ACTIVITY |
The pictures stay out. Please retype every line below exactly.
* * * *
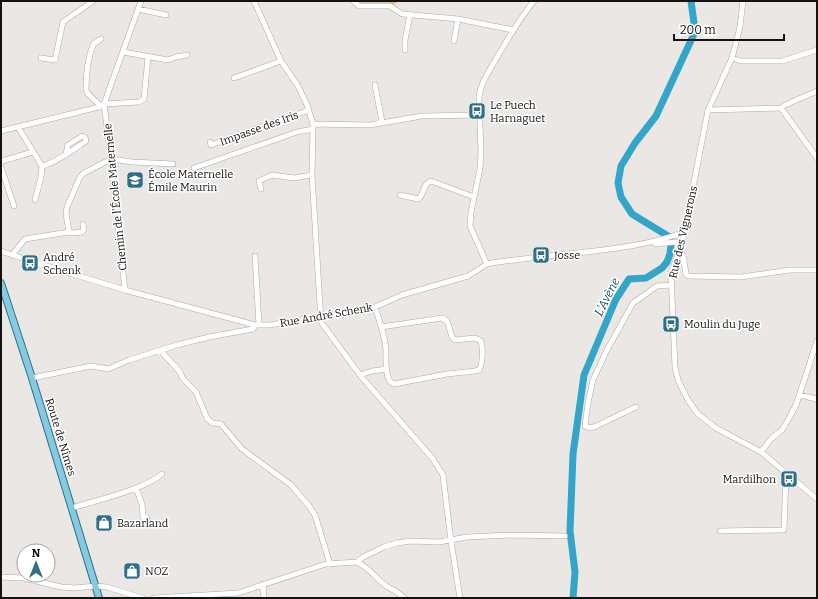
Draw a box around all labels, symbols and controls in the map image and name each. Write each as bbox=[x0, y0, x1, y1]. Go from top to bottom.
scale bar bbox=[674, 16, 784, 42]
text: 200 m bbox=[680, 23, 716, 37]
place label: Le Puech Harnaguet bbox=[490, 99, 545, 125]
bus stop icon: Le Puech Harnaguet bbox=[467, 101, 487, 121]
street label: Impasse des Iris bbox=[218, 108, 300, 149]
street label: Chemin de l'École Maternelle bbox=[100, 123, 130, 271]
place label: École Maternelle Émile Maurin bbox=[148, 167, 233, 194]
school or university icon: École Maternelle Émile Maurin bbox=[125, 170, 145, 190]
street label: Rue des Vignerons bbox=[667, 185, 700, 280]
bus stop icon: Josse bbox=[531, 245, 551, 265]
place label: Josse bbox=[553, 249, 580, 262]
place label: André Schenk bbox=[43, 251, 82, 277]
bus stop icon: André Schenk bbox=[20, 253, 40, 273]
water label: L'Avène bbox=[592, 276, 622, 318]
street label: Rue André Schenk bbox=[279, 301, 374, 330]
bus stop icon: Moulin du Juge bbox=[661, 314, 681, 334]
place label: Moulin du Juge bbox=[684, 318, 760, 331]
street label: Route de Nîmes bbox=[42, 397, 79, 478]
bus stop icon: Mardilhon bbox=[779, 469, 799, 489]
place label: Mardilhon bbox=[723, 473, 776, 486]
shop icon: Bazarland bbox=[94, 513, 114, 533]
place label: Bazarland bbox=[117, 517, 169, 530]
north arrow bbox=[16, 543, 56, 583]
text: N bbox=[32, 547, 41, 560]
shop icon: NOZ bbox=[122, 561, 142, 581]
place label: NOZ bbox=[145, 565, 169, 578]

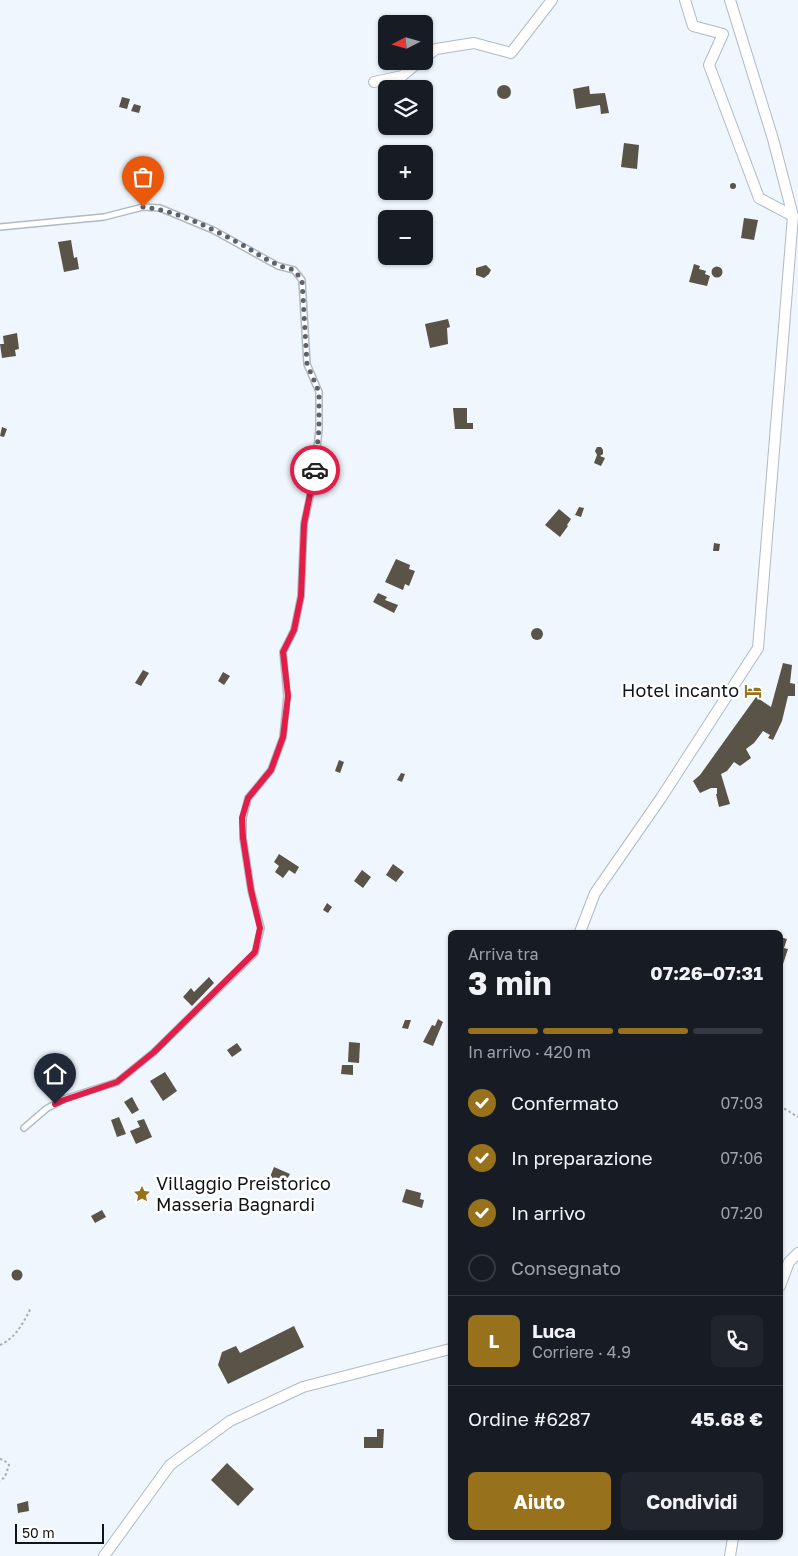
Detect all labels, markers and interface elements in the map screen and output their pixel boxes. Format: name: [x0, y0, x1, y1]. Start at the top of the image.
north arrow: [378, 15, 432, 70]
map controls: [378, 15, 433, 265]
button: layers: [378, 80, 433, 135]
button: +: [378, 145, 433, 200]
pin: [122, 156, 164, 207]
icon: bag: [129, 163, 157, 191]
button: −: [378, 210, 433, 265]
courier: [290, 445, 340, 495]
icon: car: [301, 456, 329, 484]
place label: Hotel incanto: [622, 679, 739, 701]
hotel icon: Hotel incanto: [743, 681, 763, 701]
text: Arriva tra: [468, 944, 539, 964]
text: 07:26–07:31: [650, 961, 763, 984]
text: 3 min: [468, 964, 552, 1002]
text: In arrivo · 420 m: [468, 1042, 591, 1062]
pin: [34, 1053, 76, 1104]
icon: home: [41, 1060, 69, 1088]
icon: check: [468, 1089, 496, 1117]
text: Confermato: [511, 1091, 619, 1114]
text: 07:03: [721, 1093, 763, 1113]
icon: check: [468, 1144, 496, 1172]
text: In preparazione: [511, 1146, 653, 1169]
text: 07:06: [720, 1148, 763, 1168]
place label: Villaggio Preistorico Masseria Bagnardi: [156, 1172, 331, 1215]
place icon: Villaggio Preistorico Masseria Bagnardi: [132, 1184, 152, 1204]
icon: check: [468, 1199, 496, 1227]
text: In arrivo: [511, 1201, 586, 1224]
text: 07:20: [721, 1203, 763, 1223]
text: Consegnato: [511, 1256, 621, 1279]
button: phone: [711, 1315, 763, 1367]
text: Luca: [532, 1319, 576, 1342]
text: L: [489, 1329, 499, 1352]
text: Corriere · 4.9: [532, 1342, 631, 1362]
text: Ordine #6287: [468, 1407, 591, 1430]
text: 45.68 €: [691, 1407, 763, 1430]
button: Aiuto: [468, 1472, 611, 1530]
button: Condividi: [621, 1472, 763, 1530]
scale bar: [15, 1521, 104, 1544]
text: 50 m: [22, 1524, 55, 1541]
* * * *
SOLUTION TO THE PROBLEM |
Draw a box around all labels, symbols and controls in the map image and name each. Write each as bbox=[x0, y0, x1, y1]. Go from top to bottom.
scale bar bbox=[674, 16, 784, 42]
text: 200 m bbox=[680, 23, 716, 37]
place label: Le Puech Harnaguet bbox=[490, 99, 545, 125]
bus stop icon: Le Puech Harnaguet bbox=[467, 101, 487, 121]
street label: Impasse des Iris bbox=[218, 108, 300, 149]
street label: Chemin de l'École Maternelle bbox=[100, 123, 130, 271]
place label: École Maternelle Émile Maurin bbox=[148, 167, 233, 194]
school or university icon: École Maternelle Émile Maurin bbox=[125, 170, 145, 190]
street label: Rue des Vignerons bbox=[667, 185, 700, 280]
bus stop icon: Josse bbox=[531, 245, 551, 265]
place label: Josse bbox=[553, 249, 580, 262]
place label: André Schenk bbox=[43, 251, 82, 277]
bus stop icon: André Schenk bbox=[20, 253, 40, 273]
water label: L'Avène bbox=[592, 276, 622, 318]
street label: Rue André Schenk bbox=[279, 301, 374, 330]
bus stop icon: Moulin du Juge bbox=[661, 314, 681, 334]
place label: Moulin du Juge bbox=[684, 318, 760, 331]
street label: Route de Nîmes bbox=[42, 397, 79, 478]
bus stop icon: Mardilhon bbox=[779, 469, 799, 489]
place label: Mardilhon bbox=[723, 473, 776, 486]
shop icon: Bazarland bbox=[94, 513, 114, 533]
place label: Bazarland bbox=[117, 517, 169, 530]
north arrow bbox=[16, 543, 56, 583]
text: N bbox=[32, 547, 41, 560]
shop icon: NOZ bbox=[122, 561, 142, 581]
place label: NOZ bbox=[145, 565, 169, 578]

Detect all labels, markers and interface elements in the map screen and output their pixel boxes. Format: name: [x0, y0, x1, y1]. Start at the top of the image.
north arrow: [378, 15, 432, 70]
map controls: [378, 15, 433, 265]
button: layers: [378, 80, 433, 135]
button: +: [378, 145, 433, 200]
pin: [122, 156, 164, 207]
icon: bag: [129, 163, 157, 191]
button: −: [378, 210, 433, 265]
courier: [290, 445, 340, 495]
icon: car: [301, 456, 329, 484]
place label: Hotel incanto: [622, 679, 739, 701]
hotel icon: Hotel incanto: [743, 681, 763, 701]
text: Arriva tra: [468, 944, 539, 964]
text: 07:26–07:31: [650, 961, 763, 984]
text: 3 min: [468, 964, 552, 1002]
text: In arrivo · 420 m: [468, 1042, 591, 1062]
pin: [34, 1053, 76, 1104]
icon: home: [41, 1060, 69, 1088]
icon: check: [468, 1089, 496, 1117]
text: Confermato: [511, 1091, 619, 1114]
text: 07:03: [721, 1093, 763, 1113]
icon: check: [468, 1144, 496, 1172]
text: In preparazione: [511, 1146, 653, 1169]
text: 07:06: [720, 1148, 763, 1168]
place label: Villaggio Preistorico Masseria Bagnardi: [156, 1172, 331, 1215]
place icon: Villaggio Preistorico Masseria Bagnardi: [132, 1184, 152, 1204]
icon: check: [468, 1199, 496, 1227]
text: In arrivo: [511, 1201, 586, 1224]
text: 07:20: [721, 1203, 763, 1223]
text: Consegnato: [511, 1256, 621, 1279]
button: phone: [711, 1315, 763, 1367]
text: Luca: [532, 1319, 576, 1342]
text: L: [489, 1329, 499, 1352]
text: Corriere · 4.9: [532, 1342, 631, 1362]
text: Ordine #6287: [468, 1407, 591, 1430]
text: 45.68 €: [691, 1407, 763, 1430]
button: Aiuto: [468, 1472, 611, 1530]
button: Condividi: [621, 1472, 763, 1530]
scale bar: [15, 1521, 104, 1544]
text: 50 m: [22, 1524, 55, 1541]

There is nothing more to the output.